The last hypothesis is probably the most plausible explanation of the observed remarkable polymer injectivity that has been confirmed by other authors [37]. If this is the case, then it is important to understand the type of “fractures” that has been induced in terms of fracture geometry and extension. In this regards, some thoughts are given as follow:

  • Well drilling and completion will change the stress repartition around the wellbore and create instabilities which, in addition to natural reservoir heterogeneities, will set favorable conditions for microfracture creation and extension.

  • There is a great deal to learn from the nonconventional segment of oil and gas production and especially from the use of hydraulic fracturing to produce hydrocarbons from low-permeability reservoirs. In particular, regarding fracture creation, extension, and orientation. Geomechanics can be a useful tool to understand formation of fracture in the context of conventional oil reservoirs.
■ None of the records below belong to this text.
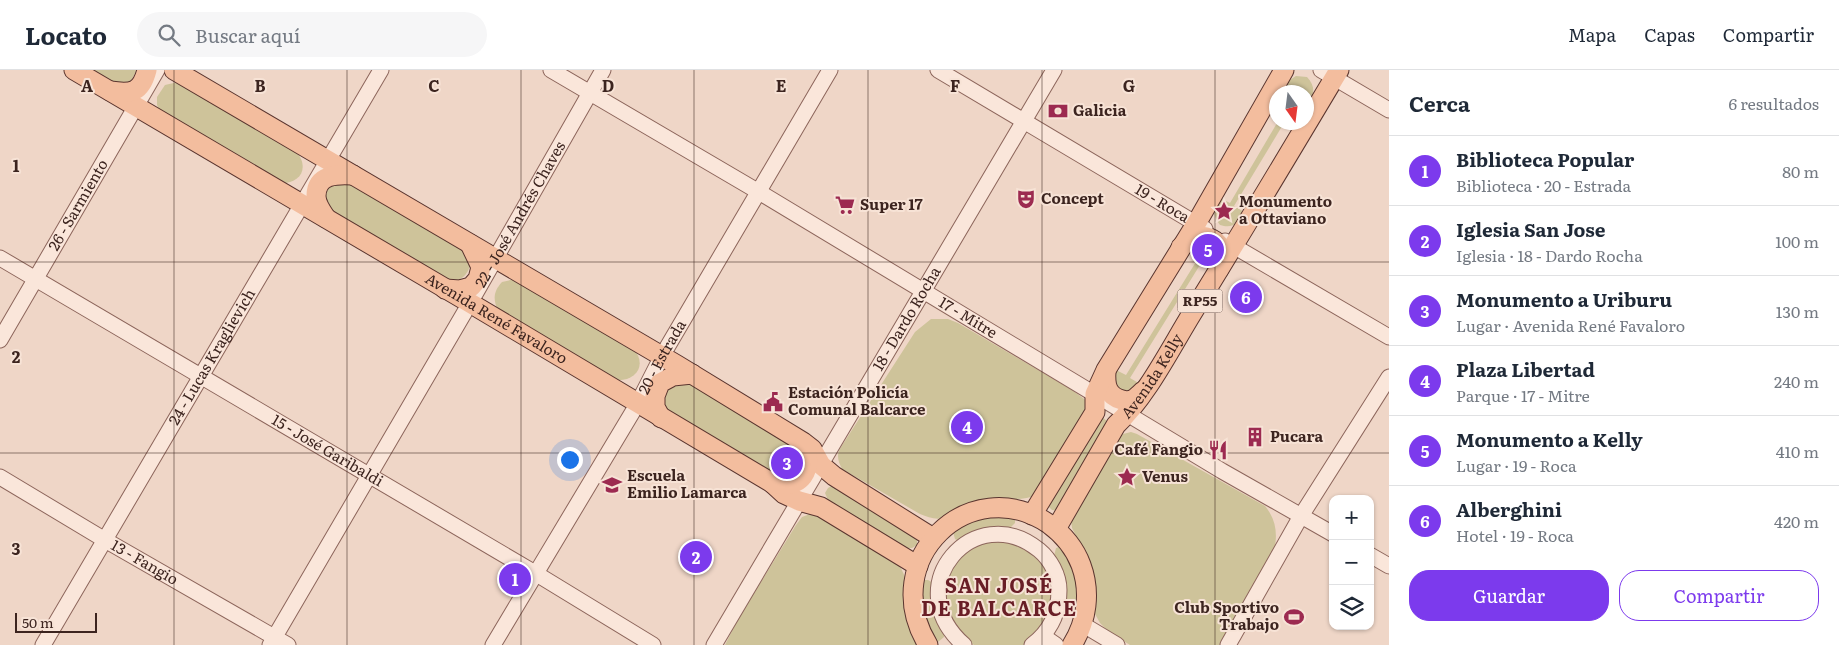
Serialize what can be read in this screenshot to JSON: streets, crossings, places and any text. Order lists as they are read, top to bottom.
{
  "streets": {
    "main road": ["RP55", "Avenida René Favaloro", "Avenida Kelly"],
    "street": [
      "19 - Roca",
      "26 - Sarmiento",
      "22 - José Andrés Chaves",
      "17 - Mitre",
      "18 - Dardo Rocha",
      "24 - Lucas Kraglievich",
      "20 - Estrada",
      "15 - José Garibaldi",
      "13 - Fangio"
    ]
  },
  "crossings": [
    ["19 - Roca", "18 - Dardo Rocha"],
    ["19 - Roca", "Avenida Kelly"],
    ["26 - Sarmiento", "Avenida René Favaloro"],
    ["26 - Sarmiento", "15 - José Garibaldi"],
    ["22 - José Andrés Chaves", "17 - Mitre"],
    ["22 - José Andrés Chaves", "Avenida René Favaloro"],
    ["22 - José Andrés Chaves", "15 - José Garibaldi"],
    ["22 - José Andrés Chaves", "13 - Fangio"],
    ["17 - Mitre", "18 - Dardo Rocha"],
    ["17 - Mitre", "20 - Estrada"],
    ["17 - Mitre", "Avenida Kelly"],
    ["Avenida René Favaloro", "18 - Dardo Rocha"],
    ["Avenida René Favaloro", "24 - Lucas Kraglievich"],
    ["Avenida René Favaloro", "20 - Estrada"],
    ["24 - Lucas Kraglievich", "15 - José Garibaldi"],
    ["24 - Lucas Kraglievich", "13 - Fangio"],
    ["20 - Estrada", "15 - José Garibaldi"]
  ],
  "districts": ["SAN JOSÉ DE BALCARCE"],
  "places": {
    "bank": ["Galicia"],
    "theatre": ["Concept"],
    "supermarket": ["Super 17"],
    "place": ["Monumento a Ottaviano", "Venus"],
    "public building": ["Estación Policía Comunal Balcarce"],
    "building": ["Pucara"],
    "restaurant": ["Café Fangio"],
    "school or university": ["Escuela Emilio Lamarca"],
    "sports": ["Club Sportivo Trabajo"]
  },
  "scale_bar": "50 m",
  "north": "bottom",
  "page": {
    "header": "Locato",
    "search": "Buscar aquí",
    "nav": ["Mapa", "Capas", "Compartir"],
    "heading": ["Cerca", "6 resultados"],
    "list": [
      {
        "mark": "1",
        "name": "Biblioteca Popular",
        "note": "Biblioteca · 20 - Estrada",
        "value": "80 m"
      },
      {
        "mark": "2",
        "name": "Iglesia San Jose",
        "note": "Iglesia · 18 - Dardo Rocha",
        "value": "100 m"
      },
      {
        "mark": "3",
        "name": "Monumento a Uriburu",
        "note": "Lugar · Avenida René Favaloro",
        "value": "130 m"
      },
      {
        "mark": "4",
        "name": "Plaza Libertad",
        "note": "Parque · 17 - Mitre",
        "value": "240 m"
      },
      {
        "mark": "5",
        "name": "Monumento a Kelly",
        "note": "Lugar · 19 - Roca",
        "value": "410 m"
      },
      {
        "mark": "6",
        "name": "Alberghini",
        "note": "Hotel · 19 - Roca",
        "value": "420 m"
      }
    ],
    "pins": [
      "5",
      "6",
      "4",
      "3",
      "2",
      "1"
    ],
    "map_buttons": ["+", "−"],
    "buttons": ["Guardar", "Compartir"],
    "scale": "50 m"
  },
  "grid": {
    "columns": [
      "A",
      "B",
      "C",
      "D",
      "E",
      "F",
      "G"
    ],
    "rows": ["1", "2", "3"]
  }
}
It is well known that it is quite difficult to propagate long fractures even at high pumping rates. Additionally, the newly created or reactivated fractures can easily be contained in the formation which presents the most favorable stress orientation (this is important when discussing over cap rock integrity) [57, 58].

  • Prolonged reservoir waterflooding will aggravate the near-wellbore formation damage. Especially, if the injected water is not at reservoir temperature.

All in all, it is important to characterize the near-wellbore area as best as possible and to work with the local heterogeneities to improve the overall chemical injection. Higher area for flow means less pressure drop and therefore less mechanical degradation. Using common reservoir monitoring methods (step-rate tests, interference tests, and Hall plots, etc.), controlling injection rates and pressure to open up or close microfractures can bring significant improvement to the polymer flooding field operation. Another simple tool consists in analyzing the value of qP:

If qP ≤ (Σ k h)/[141.2 µ ln (re/rw)], radial flow is probable (matrix injection)

If qP ≥ (Σ k h)/[141.2 µ ln (re/rw)], linear flow is probable (fracture-dominated regime)

where q is the injection or production rate (BPD), P pressure drawdown (psi), k permeability (md), h formation height (ft), μ fluid viscosity (cP), re external drainage radius (ft), and rw wellbore radius (ft).

Last but not the least, it is paramount to translate these findings into the reservoir simulation models, which often give pessimistic results when injecting a viscous solution into the ground, especially when pressure constrains are set without a clear picture of polymer injectivity as obtained after a pilot test.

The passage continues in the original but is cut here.